- It's been observed that DQN (from the Atari paper) overestimates some actions - but it wasn't know why. This paper proves why it happens.
- Specific adaptation to reduce overestimation and lead to much better performance
- The goal of RL is to learn a policy. During Sutton&Barto's work - certain actions were overestimated because there's a maximization step over certain action values.
- Previously overestimations were attributed to insufficiently flexible function approximation
- Unknown whether overestimations affect performance in practice
- To test it - test with DQN in a set of deterministic Atari 2600 games. Even in such a favorable scenario, overestimation happens.
- Show that the idea behind Double Q-Learning can be applied to do Double DQN and obtain accurately estimated actions in Atari, hence state of the art RL results
- To estimate the policy per state, action - we take into account the sum of expected rewards, where gamma is a discount factor for later rewards
- To update, notice most problems will need a theta to consider specific timestamps
- A Deep Q Network has an input of a state 's' and an output vector of action values for a certain theta timestamp, and state.
- Two important concepts are experience replay and the use of a target network
- Target network is the same as the online network except its parameters are copied tau steps from the online networks
- The max operator in Q-Learning and DQN uses the same values to select and evaluate an action
- This is what makes it more likely to overestimate actions - being too optimistic that certain actions will perform well at all timesteps.
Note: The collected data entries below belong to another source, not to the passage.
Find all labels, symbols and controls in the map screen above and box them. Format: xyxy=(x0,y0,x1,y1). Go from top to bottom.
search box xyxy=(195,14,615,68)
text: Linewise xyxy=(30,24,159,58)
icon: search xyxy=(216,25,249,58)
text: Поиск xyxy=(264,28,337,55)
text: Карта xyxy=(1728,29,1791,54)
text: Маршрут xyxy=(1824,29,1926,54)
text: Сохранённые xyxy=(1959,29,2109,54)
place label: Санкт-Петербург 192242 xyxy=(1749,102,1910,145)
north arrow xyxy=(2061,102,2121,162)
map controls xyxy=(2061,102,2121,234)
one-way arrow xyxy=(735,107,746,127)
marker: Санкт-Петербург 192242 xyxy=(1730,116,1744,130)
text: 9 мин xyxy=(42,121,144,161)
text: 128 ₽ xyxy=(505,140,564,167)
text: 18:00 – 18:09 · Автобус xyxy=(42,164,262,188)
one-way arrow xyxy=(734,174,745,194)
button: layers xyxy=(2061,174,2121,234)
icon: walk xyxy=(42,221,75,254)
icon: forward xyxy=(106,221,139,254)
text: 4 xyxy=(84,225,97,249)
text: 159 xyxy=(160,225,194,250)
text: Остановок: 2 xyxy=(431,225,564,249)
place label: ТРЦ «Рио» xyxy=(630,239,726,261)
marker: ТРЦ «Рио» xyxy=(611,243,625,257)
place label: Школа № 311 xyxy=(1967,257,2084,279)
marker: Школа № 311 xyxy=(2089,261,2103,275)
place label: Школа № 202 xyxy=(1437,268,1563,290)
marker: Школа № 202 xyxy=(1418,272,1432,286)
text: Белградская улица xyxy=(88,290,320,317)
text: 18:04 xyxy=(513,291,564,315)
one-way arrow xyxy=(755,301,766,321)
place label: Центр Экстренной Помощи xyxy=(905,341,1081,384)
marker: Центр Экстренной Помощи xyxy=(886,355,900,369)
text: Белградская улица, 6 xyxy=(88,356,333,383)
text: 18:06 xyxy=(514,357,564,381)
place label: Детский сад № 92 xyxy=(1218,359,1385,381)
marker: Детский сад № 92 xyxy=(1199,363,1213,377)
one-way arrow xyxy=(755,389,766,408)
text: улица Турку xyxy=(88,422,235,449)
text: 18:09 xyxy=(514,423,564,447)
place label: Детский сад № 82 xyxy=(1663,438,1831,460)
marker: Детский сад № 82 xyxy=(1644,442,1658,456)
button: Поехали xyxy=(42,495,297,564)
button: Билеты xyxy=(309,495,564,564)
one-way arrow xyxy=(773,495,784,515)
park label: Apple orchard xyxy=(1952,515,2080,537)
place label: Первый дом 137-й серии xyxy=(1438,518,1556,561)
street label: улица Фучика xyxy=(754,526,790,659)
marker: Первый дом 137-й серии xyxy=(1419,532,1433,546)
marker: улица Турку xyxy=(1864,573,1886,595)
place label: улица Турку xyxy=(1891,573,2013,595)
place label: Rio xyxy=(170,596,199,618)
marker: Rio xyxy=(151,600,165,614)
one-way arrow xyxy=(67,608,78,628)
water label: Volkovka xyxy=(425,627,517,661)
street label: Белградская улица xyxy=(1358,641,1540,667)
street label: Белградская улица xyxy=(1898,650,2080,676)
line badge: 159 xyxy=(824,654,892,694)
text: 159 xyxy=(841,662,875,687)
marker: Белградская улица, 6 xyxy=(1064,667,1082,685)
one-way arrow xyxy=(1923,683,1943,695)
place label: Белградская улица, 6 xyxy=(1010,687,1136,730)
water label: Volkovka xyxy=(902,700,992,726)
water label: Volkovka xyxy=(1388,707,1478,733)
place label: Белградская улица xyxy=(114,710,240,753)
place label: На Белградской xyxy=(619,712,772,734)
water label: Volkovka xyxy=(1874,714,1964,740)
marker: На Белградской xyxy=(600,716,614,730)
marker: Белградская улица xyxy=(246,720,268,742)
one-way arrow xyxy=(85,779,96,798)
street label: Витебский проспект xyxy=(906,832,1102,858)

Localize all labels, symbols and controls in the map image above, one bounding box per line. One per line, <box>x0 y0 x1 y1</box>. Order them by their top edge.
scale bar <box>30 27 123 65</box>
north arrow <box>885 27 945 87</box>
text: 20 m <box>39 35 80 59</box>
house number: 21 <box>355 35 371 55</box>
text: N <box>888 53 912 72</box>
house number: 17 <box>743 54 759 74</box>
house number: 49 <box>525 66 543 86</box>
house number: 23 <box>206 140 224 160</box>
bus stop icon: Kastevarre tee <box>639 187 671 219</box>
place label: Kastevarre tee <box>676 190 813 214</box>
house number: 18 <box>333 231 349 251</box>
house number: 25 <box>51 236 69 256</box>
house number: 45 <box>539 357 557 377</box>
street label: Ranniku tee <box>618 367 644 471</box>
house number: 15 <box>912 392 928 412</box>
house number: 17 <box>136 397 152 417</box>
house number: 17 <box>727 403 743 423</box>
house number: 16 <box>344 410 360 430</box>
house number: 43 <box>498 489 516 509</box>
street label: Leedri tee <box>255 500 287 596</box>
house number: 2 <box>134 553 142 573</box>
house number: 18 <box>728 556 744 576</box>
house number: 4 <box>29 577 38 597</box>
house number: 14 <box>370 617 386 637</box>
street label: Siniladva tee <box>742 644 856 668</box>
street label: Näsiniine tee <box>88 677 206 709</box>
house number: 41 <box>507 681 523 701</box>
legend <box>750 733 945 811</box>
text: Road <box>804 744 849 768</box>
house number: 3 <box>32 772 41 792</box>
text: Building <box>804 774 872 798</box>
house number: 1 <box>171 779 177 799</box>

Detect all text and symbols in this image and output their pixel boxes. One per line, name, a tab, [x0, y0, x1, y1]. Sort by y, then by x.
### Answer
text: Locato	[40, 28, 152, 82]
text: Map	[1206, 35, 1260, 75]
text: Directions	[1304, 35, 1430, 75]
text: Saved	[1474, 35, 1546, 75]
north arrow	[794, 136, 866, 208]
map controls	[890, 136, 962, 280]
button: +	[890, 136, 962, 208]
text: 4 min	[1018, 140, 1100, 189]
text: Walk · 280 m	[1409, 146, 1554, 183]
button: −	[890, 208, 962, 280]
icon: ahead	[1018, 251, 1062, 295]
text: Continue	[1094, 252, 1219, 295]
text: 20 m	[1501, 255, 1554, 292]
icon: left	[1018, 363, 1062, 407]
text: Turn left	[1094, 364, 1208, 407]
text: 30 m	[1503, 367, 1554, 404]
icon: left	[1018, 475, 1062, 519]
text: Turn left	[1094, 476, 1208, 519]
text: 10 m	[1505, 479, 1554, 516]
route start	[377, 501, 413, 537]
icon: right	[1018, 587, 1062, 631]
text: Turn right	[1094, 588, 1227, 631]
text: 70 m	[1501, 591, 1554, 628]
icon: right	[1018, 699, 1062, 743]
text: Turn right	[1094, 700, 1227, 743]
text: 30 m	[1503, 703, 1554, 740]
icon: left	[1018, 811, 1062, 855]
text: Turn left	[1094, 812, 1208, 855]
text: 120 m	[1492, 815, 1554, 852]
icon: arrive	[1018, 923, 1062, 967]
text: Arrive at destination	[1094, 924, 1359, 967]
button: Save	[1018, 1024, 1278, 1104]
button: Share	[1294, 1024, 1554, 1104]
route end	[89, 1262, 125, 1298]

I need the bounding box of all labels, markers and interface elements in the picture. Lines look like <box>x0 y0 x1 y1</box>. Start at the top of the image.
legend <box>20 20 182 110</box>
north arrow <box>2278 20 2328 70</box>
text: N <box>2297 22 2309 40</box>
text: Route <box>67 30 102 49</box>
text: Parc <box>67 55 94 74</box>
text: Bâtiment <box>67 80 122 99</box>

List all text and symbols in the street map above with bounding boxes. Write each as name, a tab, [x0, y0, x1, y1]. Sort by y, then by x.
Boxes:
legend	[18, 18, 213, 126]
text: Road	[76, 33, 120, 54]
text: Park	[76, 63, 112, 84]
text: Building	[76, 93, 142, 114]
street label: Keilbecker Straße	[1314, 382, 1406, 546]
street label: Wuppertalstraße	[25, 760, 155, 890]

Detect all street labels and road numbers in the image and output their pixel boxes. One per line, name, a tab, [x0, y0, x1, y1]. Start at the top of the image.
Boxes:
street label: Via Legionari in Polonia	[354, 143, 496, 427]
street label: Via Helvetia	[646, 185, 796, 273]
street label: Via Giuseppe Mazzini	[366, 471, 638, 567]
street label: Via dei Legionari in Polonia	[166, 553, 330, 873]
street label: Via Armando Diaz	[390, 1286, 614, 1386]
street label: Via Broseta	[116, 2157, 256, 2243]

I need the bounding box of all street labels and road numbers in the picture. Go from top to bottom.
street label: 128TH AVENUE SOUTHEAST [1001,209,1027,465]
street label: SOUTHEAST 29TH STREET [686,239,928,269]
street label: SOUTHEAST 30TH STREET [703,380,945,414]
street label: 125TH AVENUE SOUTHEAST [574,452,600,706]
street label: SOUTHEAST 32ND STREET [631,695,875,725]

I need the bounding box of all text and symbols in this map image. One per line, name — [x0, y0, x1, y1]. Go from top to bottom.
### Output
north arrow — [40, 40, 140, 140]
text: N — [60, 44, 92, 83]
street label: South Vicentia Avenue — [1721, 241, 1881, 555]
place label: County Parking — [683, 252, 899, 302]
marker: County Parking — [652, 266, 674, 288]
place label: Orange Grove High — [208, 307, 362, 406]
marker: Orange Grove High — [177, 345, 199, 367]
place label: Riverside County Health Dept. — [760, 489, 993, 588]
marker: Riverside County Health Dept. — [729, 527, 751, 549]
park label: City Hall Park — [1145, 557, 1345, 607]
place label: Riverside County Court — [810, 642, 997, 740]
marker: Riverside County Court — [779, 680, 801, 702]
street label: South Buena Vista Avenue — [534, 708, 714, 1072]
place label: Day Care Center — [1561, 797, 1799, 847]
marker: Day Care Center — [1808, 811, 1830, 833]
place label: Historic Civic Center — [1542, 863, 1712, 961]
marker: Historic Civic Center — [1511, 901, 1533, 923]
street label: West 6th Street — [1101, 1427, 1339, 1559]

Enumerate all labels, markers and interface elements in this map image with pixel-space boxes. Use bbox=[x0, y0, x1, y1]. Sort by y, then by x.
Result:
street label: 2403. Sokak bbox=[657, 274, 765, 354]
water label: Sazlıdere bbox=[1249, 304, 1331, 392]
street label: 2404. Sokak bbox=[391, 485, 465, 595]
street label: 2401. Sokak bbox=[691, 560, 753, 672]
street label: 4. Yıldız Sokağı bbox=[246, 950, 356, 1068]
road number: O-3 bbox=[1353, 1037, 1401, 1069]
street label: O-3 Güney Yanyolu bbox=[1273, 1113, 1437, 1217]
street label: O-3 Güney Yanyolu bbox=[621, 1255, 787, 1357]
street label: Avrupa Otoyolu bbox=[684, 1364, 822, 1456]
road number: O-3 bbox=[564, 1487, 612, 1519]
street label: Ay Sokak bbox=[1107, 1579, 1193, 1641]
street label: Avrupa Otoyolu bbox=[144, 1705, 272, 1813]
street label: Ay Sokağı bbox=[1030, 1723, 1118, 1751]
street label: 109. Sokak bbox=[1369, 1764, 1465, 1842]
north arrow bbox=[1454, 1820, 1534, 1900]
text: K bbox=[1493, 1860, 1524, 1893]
- In double Q-Learning two value functions are learned by assigning experience randomly to update one of the two value functions
- This way we learn in:
- Set of weights theta: a greedy policy
- Set of weights theta prime: evaluation of the greedy policy
- Action values contain random errors uniformly distributed upon -epsilon, epsilon interval as shown in Thrun, Schwartz (1993)
- Thrun and Schwartz gave an upper bound for these errors, however more interestingly - you can derive from that there's a lower bound of 0 (theorem 1 in the paper)
- Important: we do not need to even assume that estimation errors for different actions are independent
- Overestimations indeed increase with the number of actions
- The idea is to reduce overestimation by decomposing the max operation into action selection and evaluation
- Proposal is to use the online network to evaluate the greedy policy, and to use the target network to estimate its value
- The only change is that the weights of the 2nd network theta_prime are replaced with the weights of the target network theta for the evaluation of the policy
- Evaluated on the Atari 2600 games testbed, which are high-dimensional and game mechanics change substantially between games.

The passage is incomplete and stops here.